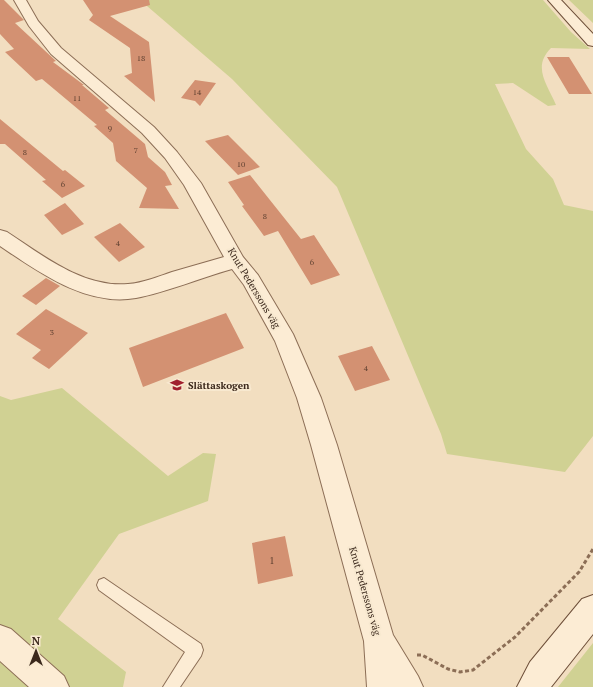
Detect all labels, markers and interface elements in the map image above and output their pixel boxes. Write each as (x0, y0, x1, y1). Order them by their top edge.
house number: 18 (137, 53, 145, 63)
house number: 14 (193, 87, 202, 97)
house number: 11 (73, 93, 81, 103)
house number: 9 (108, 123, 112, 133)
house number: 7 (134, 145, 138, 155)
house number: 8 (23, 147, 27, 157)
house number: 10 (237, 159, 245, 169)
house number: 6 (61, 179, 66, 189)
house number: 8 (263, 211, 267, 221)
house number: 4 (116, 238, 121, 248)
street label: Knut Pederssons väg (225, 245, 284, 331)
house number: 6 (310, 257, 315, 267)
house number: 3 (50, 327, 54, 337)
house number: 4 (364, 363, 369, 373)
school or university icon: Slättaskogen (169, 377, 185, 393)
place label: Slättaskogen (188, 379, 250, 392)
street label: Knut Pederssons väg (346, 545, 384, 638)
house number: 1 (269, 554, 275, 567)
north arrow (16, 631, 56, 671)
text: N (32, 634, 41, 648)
=======
Task to carry out: Omit the pictures and set down the records exactly.

Answer to this exercise:
Detect all labels, markers and interface elements in the map image above and output their pixel boxes. Write each as (x0, y0, x1, y1). Order them by their top edge.
house number: 18 (137, 53, 145, 63)
house number: 14 (193, 87, 202, 97)
house number: 11 (73, 93, 81, 103)
house number: 9 (108, 123, 112, 133)
house number: 7 (134, 145, 138, 155)
house number: 8 (23, 147, 27, 157)
house number: 10 (237, 159, 245, 169)
house number: 6 (61, 179, 66, 189)
house number: 8 (263, 211, 267, 221)
house number: 4 (116, 238, 121, 248)
street label: Knut Pederssons väg (225, 245, 284, 331)
house number: 6 (310, 257, 315, 267)
house number: 3 (50, 327, 54, 337)
house number: 4 (364, 363, 369, 373)
school or university icon: Slättaskogen (169, 377, 185, 393)
place label: Slättaskogen (188, 379, 250, 392)
street label: Knut Pederssons väg (346, 545, 384, 638)
house number: 1 (269, 554, 275, 567)
north arrow (16, 631, 56, 671)
text: N (32, 634, 41, 648)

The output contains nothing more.